1) A logistic regression calculates the probability of an event happening based on the factors you feed into your model, and it uses a logit transform to give you those probabilities. (I will assume that you know this type of regression quite well so I will not go too much into it).

A Cox regression (or Cox Proportional Hazard model) is quite different. It is used to explore the relationship between the 'survival' of a subject and the explanatory variables. It operates like a linear regression except that the response variable $Y$ is the hazard function at a given time $t$. The model takes the form:

$(Y = )\lambda_i(t) = \lambda_0(t)exp(\beta^TX_i)$

where $\lambda_0(t)$ is the baseline hazard which is analogousto the intercept term in linear regression, it corresponds to the probability of your 'event' occurring when all of the explanatory variables are zero.
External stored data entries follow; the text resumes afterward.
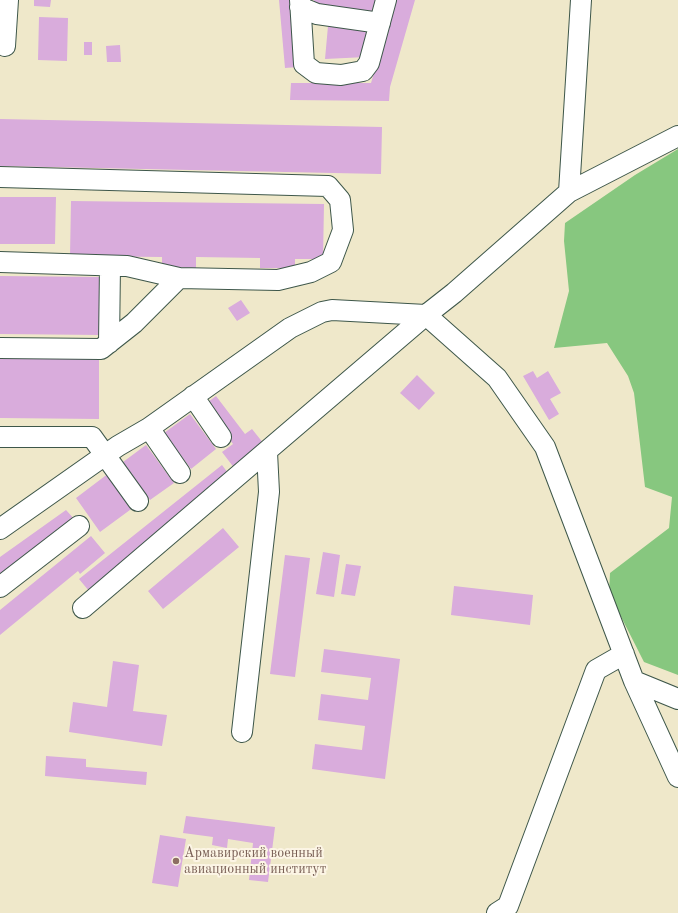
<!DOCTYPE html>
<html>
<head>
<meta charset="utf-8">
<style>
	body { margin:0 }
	canvas { display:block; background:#efe8ca }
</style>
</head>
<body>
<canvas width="678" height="913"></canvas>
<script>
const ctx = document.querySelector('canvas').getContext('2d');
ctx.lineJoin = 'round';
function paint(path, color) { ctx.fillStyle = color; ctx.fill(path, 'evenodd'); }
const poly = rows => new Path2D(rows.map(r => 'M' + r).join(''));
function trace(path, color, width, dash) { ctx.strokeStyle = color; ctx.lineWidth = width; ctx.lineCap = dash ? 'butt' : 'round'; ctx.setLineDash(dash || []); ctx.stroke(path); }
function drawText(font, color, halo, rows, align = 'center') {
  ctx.font = font + ' "Old Standard TT",serif'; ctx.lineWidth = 4; ctx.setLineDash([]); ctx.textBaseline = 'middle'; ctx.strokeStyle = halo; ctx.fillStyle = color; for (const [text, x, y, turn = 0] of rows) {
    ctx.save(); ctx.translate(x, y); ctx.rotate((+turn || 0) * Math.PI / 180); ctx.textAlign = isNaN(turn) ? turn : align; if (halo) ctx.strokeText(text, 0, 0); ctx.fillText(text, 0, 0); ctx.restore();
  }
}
const green = poly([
	[678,149,678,675,644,662,609,593,610,573,669,528,672,497,645,487,634,393,628,376,607,343,554,348,569,291,564,241,565,223,635,175]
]);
const building = poly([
	[34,0,51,0,50,7,34,6],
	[279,0,292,0,298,67,285,68],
	[314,0,376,0,376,11,313,9],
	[396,0,415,0,390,87,389,101,290,100,291,83,371,83],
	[39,17,68,18,67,61,38,60],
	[367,25,366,57,325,59,328,26],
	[84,42,92,42,92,55,84,55],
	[120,45,121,62,107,62,106,46],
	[0,119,382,127,381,174,0,166],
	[0,197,56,197,55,244,0,244],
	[71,201,324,204,323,259,295,259,295,268,260,268,260,258,196,257,196,268,162,267,162,257,70,256],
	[0,276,101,277,100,335,0,334],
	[241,300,250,313,237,321,228,308],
	[0,357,99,359,99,419,0,418],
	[533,371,537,378,548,371,561,393,550,399,559,414,549,420,523,376],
	[417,375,435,393,419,410,400,393],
	[216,396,245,434,252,429,268,449,238,473,222,452,233,444,204,405],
	[190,414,216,449,191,469,164,433],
	[146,445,174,483,150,500,123,462],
	[222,465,231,477,89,591,79,579],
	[109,473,134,507,100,532,76,498],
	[66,510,76,521,0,582,0,557],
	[223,528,239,547,163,609,148,591],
	[91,536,105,553,80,574,78,571,0,635,0,610],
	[323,552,340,555,334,597,316,594],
	[285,555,310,558,295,677,270,674],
	[346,564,361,566,355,596,341,594],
	[454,586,533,595,530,625,451,615],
	[324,649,400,659,385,779,312,769,315,744,362,750,365,726,318,720,321,694,368,700,371,678,321,672],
	[113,661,139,665,133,711,167,715,162,746,69,732,73,702,107,707],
	[46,756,86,759,86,767,147,772,146,785,45,776],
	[186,816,275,827,268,882,249,880,253,843,228,839,227,848,212,845,213,837,183,833],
	[160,835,186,839,178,887,152,883]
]);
const minor = poly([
	[300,0,304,64,316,73,341,75,363,71,369,63,386,0],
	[300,7,317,14,380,23],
	[5,46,8,0],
	[0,177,328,186,340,200,343,230,331,262,311,272,278,280,179,278,134,323,101,349,0,348],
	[569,192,678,136],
	[0,262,127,266,179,278],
	[109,343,110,266],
	[193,396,221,437],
	[149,428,180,473],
	[0,437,92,437,138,501],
	[0,529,118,446,149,428,290,328,322,312,332,310,426,315,454,293,569,192,581,0],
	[0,587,79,526],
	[83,608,426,315,497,378,545,447,634,681,678,777],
	[634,681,678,699],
	[242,732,269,492,267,452],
	[497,913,508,906,596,670,624,654]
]);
const markers = [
	[176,861,4,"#8d6e63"]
];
const educationNames = [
	["Армавирский военный",184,853],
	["авиационный институт",184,869]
];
paint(green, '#87c77f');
paint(building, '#d9acdc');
trace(minor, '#3e574a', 22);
trace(minor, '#fff', 20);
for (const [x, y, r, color] of markers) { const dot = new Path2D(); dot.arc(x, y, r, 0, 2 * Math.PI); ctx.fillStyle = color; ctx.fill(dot); trace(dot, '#fcf5e5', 1.5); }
drawText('14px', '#785e54', '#fcf5e5', educationNames, 'left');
</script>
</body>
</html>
The explanatory variables and regression coefficients are in the form of an exponential function $exp(\beta^TX_i)$ where $\beta$ are the coefficients and $X_i$ are the explanatory variables for an person $i$.

The reasoning behind the proportionality of hazards in this model is the assumption of the consistent relationship between the dependent and explanatory variables, this means that the hazard functions for any two individuals at any point in time are proportional, for example if subject A has a risk of 'event' twice as high as another subject B at time $t$, then subject A will maintain that level of proportionality at all later times $t$.

As you can see, unlike logistic regression, this model is dependent on time, which means the hazard of an 'event' happening changes with time.